Indulgent Thought Both Then and Now

These are the people who divide you, who follow mere natural instincts and do not have the Spirit.
Jude 1:19 (NIV)

The letter Jude wrote to Jesus’ followers in that day was prompted by one specific reason. There were individuals coming to various local gatherings of Jesus’ followers and spreading the belief that if all their sins are forgiven then they have carte blanche to do whatever they want. In the minds of these individuals they had a spiritual “get out of jail free” card and they were going to use it wherever their unbridled appetites took them. This was, of course, a tempting message for those longing to unbridle their appetites with a neighborhood shrine prostitute. The result was trouble in River (of Life) City.

“There is nothing new under the sun,” we are told in the book of Ecclesiastes. Get any group of humans together and you’ll find a few (or more) individuals working the angles, looking for the loopholes, and seeking ways to twist things to their own advantage. This is human nature. The skewed thinking Jude addresses was not an isolated issue. Paul addressed similar troubles and similar lines of thought in his letters to Jesus’ followers in Rome and in the city of Corinth.

Fast forward 1500 years and we see the Roman Catholic church turning such thought into a lucrative racketeering opportunity. In those days the church sold “Indulgences.” These indulgences were basically guaranteed forgiveness, an actual “get out of hell free” card which could be used on demand with any future sin you might commit.

“Headed to your brother’s bachelor party at Brunhilda’s Bawdy Bordello?

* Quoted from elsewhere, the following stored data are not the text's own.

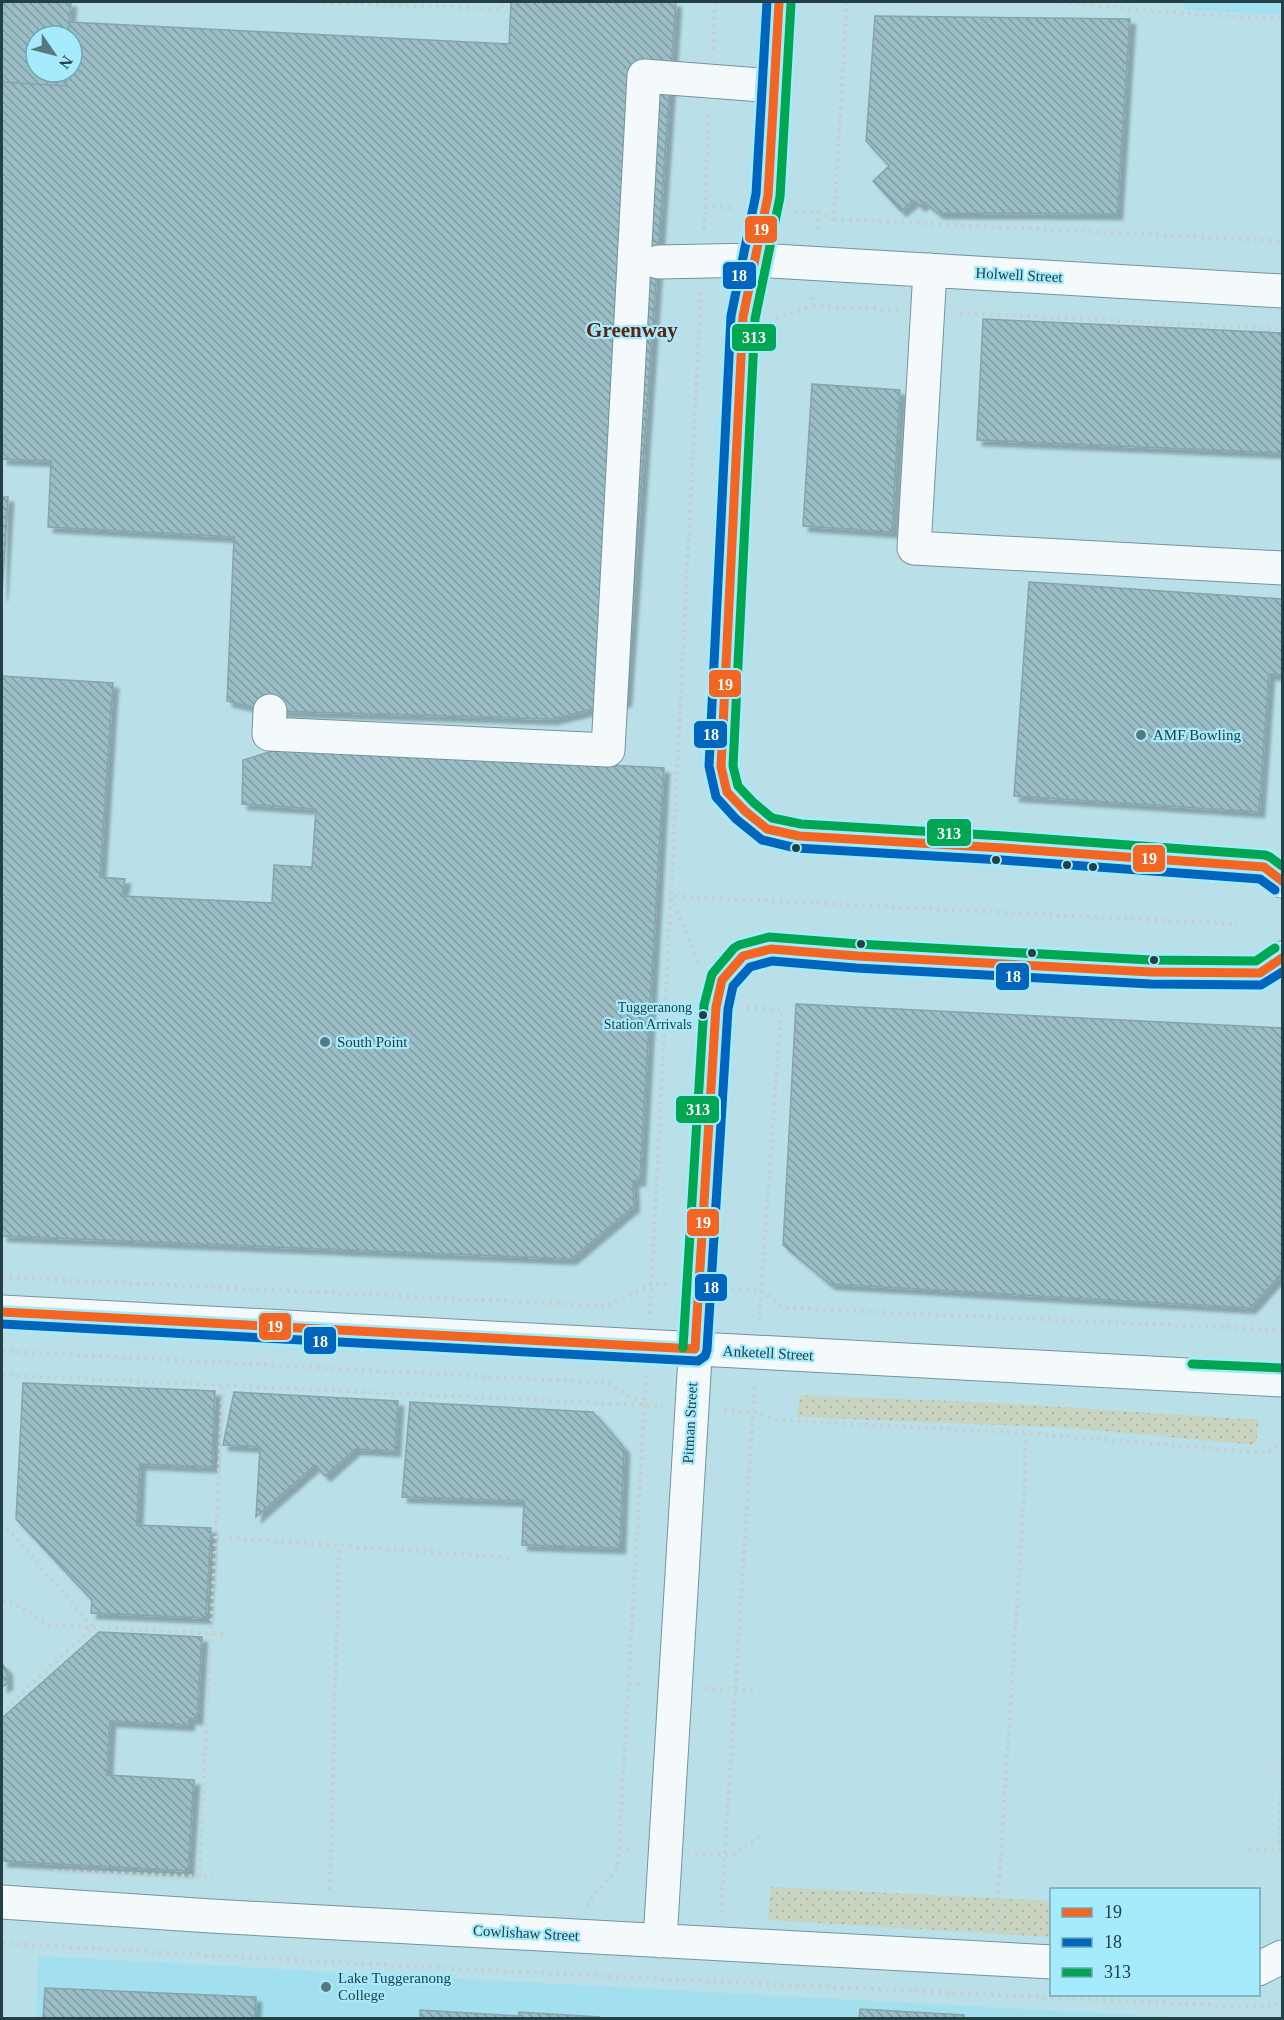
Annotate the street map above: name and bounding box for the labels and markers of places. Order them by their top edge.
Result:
place label: AMF Bowling [1153,727,1241,743]
marker: AMF Bowling [1134,728,1148,742]
unlabelled marker [790,842,802,854]
unlabelled marker [990,854,1002,866]
unlabelled marker [1061,859,1073,871]
unlabelled marker [1087,861,1099,873]
unlabelled marker [855,938,867,950]
unlabelled marker [1026,947,1038,959]
unlabelled marker [1148,954,1160,966]
place label: Tuggeranong Station Arrivals [604,1000,692,1032]
marker: Tuggeranong Station Arrivals [697,1009,709,1021]
place label: South Point [337,1034,408,1050]
marker: South Point [318,1035,332,1049]
place label: Lake Tuggeranong College [338,1970,451,2003]
marker: Lake Tuggeranong College [319,1980,333,1994]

Stop by the church and stock up on indulgences, then have a great time!”

“Your friend’s spouse has been overly flirtatious lately and you’re tempted to see just how far things might go? Don’t go there until you buy yourself an indulgence from Brother Maynard over at the monastery! Come to think of it, buy two: one for you and one for your lover. You don’t want the threat of their soul being in mortal danger to cool off your mutually hot passions!”

Back in the day this lucrative money-maker for the Roman Catholic church and it was predicated on the same twisted thinking as what Jude was addressing in his day. In fact, it was this very religious racketeering that led Marty Luther to publish his medieval blog post on the local church door in Wittenberg (see featured photo) 500 years ago this October. His “95 Theses” post went viral and led to the Protestant Reformation.

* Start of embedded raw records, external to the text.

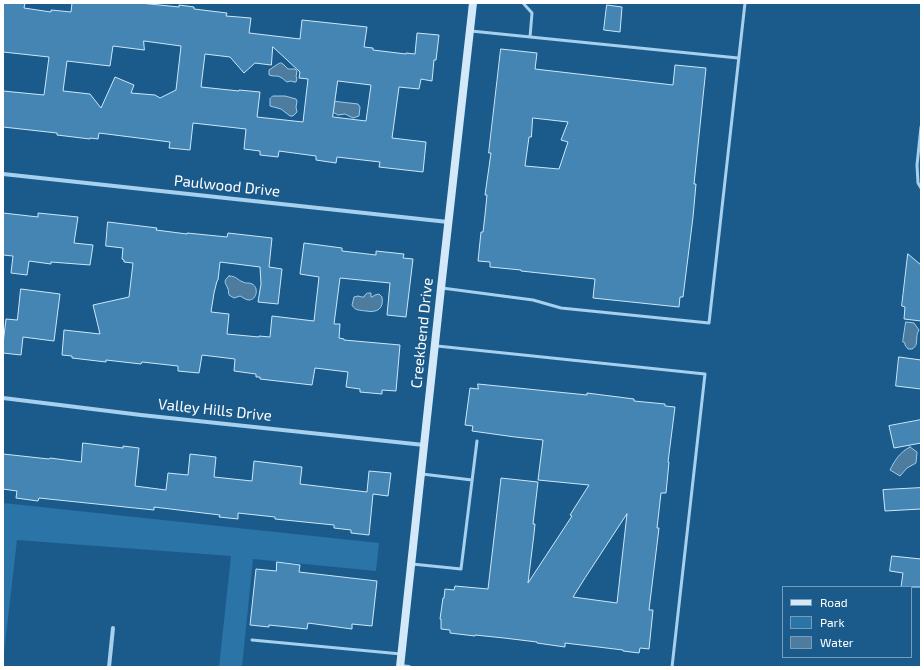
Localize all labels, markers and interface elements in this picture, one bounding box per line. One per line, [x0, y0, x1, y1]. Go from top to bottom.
street label: Paulwood Drive [173, 171, 281, 201]
street label: Creekbend Drive [407, 277, 437, 389]
street label: Valley Hills Drive [157, 395, 273, 425]
legend [782, 586, 912, 658]
text: Road [820, 595, 848, 609]
text: Park [820, 615, 845, 629]
text: Water [820, 635, 854, 649]

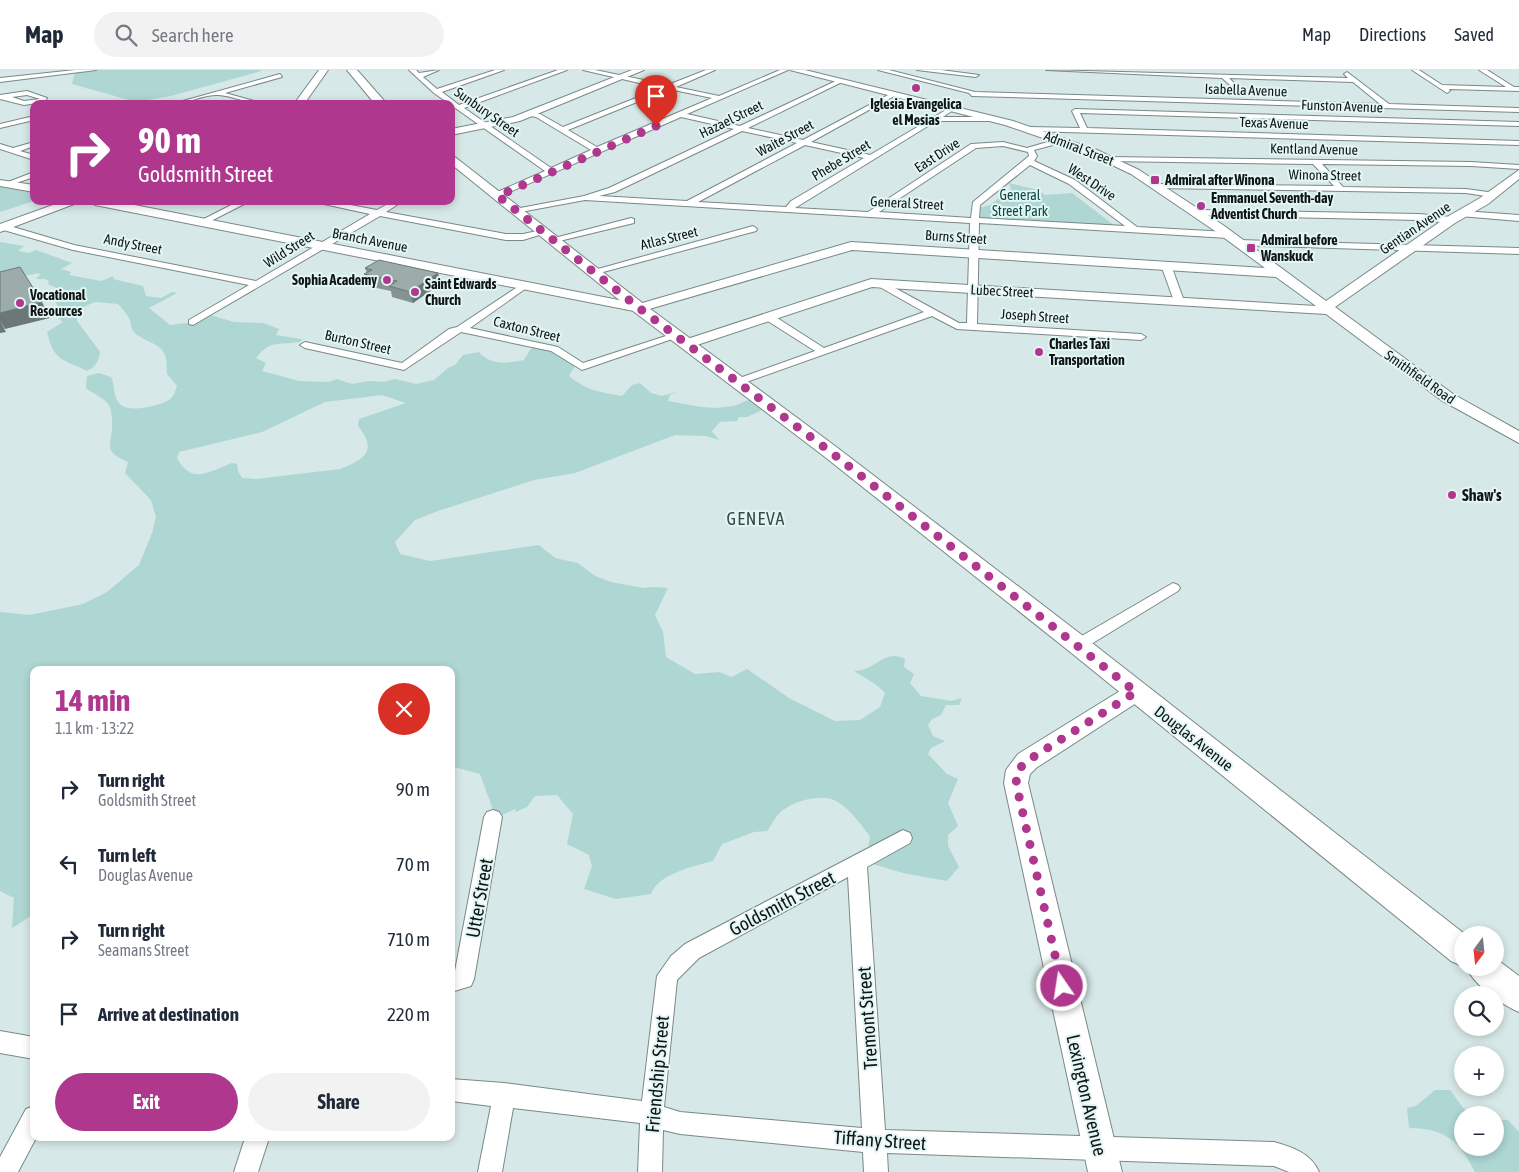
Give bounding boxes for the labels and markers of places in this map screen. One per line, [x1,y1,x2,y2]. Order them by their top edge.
pin [635,75,677,126]
marker: Iglesia Evangelica el Mesias [910,82,922,94]
place label: Iglesia Evangelica el Mesias [870,96,962,128]
place label: Admiral after Winona [1164,172,1275,188]
marker: Admiral after Winona [1149,174,1161,186]
place label: Emmanuel Seventh-day Adventist Church [1210,190,1334,222]
marker: Emmanuel Seventh-day Adventist Church [1195,200,1207,212]
place label: Admiral before Wanskuck [1260,232,1338,264]
marker: Admiral before Wanskuck [1245,242,1257,254]
place label: Sophia Academy [292,272,377,288]
marker: Sophia Academy [381,274,393,286]
place label: Saint Edwards Church [425,276,496,308]
marker: Saint Edwards Church [409,286,421,298]
place label: Vocational Resources [29,287,86,319]
marker: Vocational Resources [14,297,26,309]
place label: Charles Taxi Transportation [1049,336,1125,368]
marker: Charles Taxi Transportation [1033,346,1045,358]
place label: Shaw's [1462,486,1502,504]
marker: Shaw's [1446,489,1458,501]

Of course, along my life journey I’ve come to understand that human appetites come in all forms. There are “pretty sins” which we commonly overlook because they are covered in the religious veneer of self-righteousness. “Pretty sins” are simply appetites of human pride and ego-centric power which lead me to diminish and judge others in order to exalt myself and my ego. It was these same appetites which Jesus condemned in His rant toward the religious people of His day. Those “pretty sin” appetites are every bit as powerful and tempting as the “ugly sins” we routinely march out in order to shame people (and make ourselves feel better). In fact, I believe the pretty sins and their underlying appetites may be even more insidious and more dangerous.

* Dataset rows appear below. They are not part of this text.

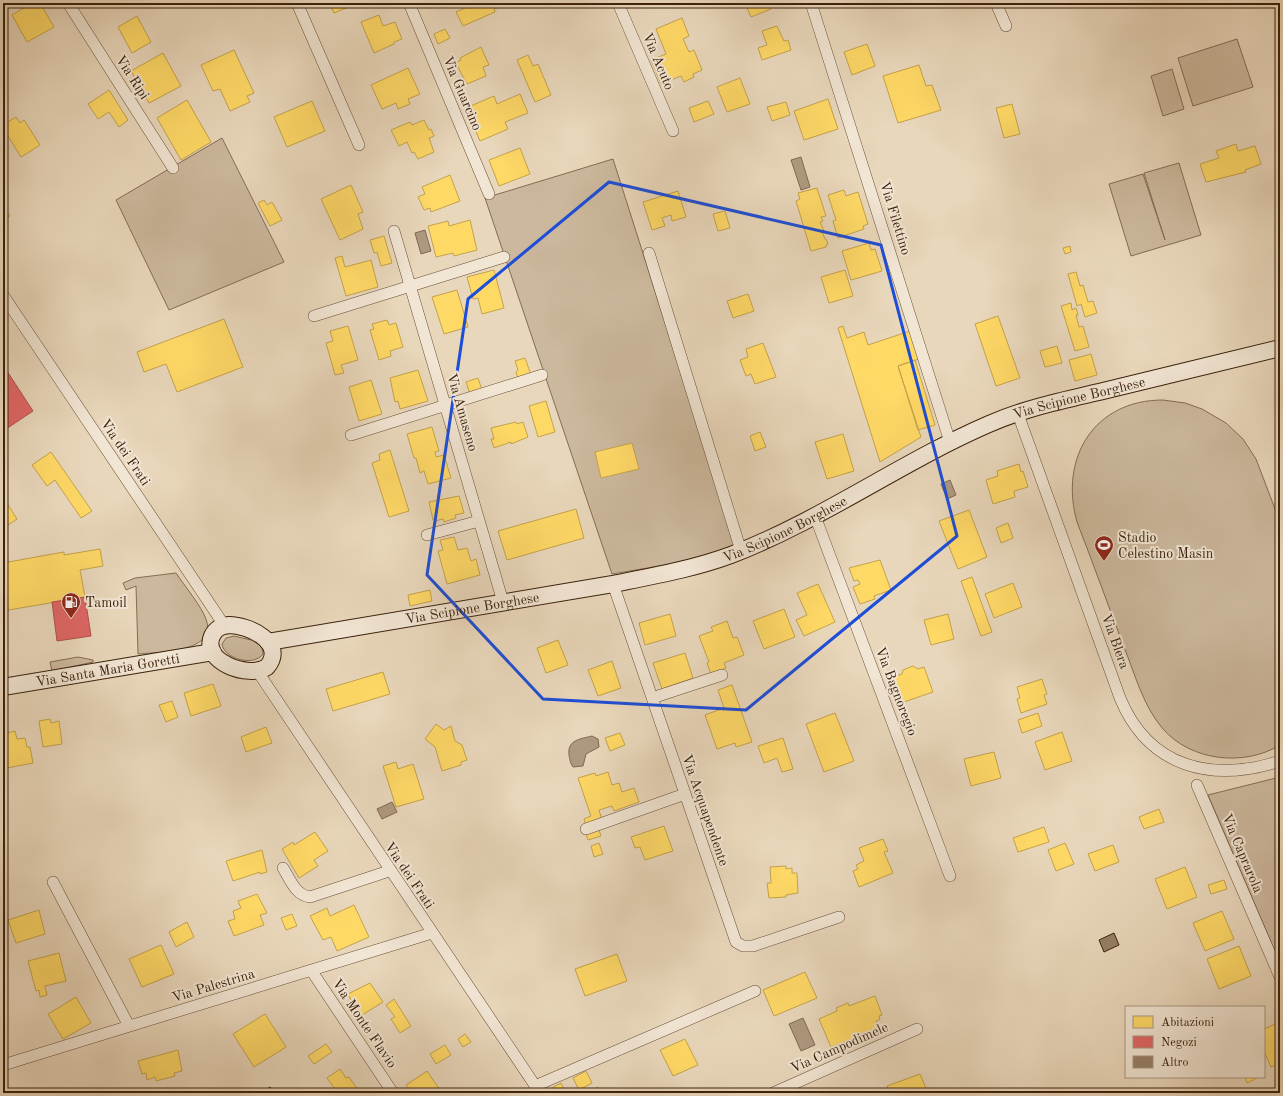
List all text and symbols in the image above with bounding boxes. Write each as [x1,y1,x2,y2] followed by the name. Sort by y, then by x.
[640,31,676,92] street label: Via Acuto
[113,53,152,102] street label: Via Ripi
[440,54,484,133] street label: Via Guarcino
[877,180,913,257] street label: Via Filettino
[444,372,480,453] street label: Via Amaseno
[1011,375,1147,422] street label: Via Scipione Borghese
[98,417,153,489] street label: Via dei Frati
[721,494,849,565] street label: Via Scipione Borghese
[1118,531,1214,561] place label: Stadio Celestino Masin
[1093,534,1115,562] sports icon: Stadio Celestino Masin
[60,591,82,619] fuel station icon: Tamoil
[404,591,540,627] street label: Via Scipione Borghese
[85,596,127,610] place label: Tamoil
[1099,612,1131,671] street label: Via Blera
[873,645,919,738] street label: Via Bagnoregio
[35,652,181,689] street label: Via Santa Maria Goretti
[679,753,731,868] street label: Via Acquapendente
[1219,812,1265,895] street label: Via Caprarola
[382,840,437,912] street label: Via dei Frati
[170,967,256,1005] street label: Via Palestrina
[329,976,399,1071] street label: Via Monte Flavio
[1125,1006,1265,1078] legend
[1161,1017,1214,1029] text: Abitazioni
[788,1020,890,1076] street label: Via Campodimele
[1161,1037,1197,1049] text: Negozi
[1161,1057,1189,1069] text: Altro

The more things change, the more they stay the same. People are people. There is nothing new under the sun. The same human foibles Jude warned against in his letter were present in Martin Luther’s day, and they are present today. This morning is a heart-check for me. I don’t want Jude’s warning to stimulate my “pretty sin” appetites and send me off on a personal witch hunt looking for heinous local heretics who think such things today. I find myself more inwardly focused and asking:

“Are there any places in my life that I am glossing over destructive thoughts and behavior under the indulgent defense of ‘Oh well, I’m forgiven!‘?”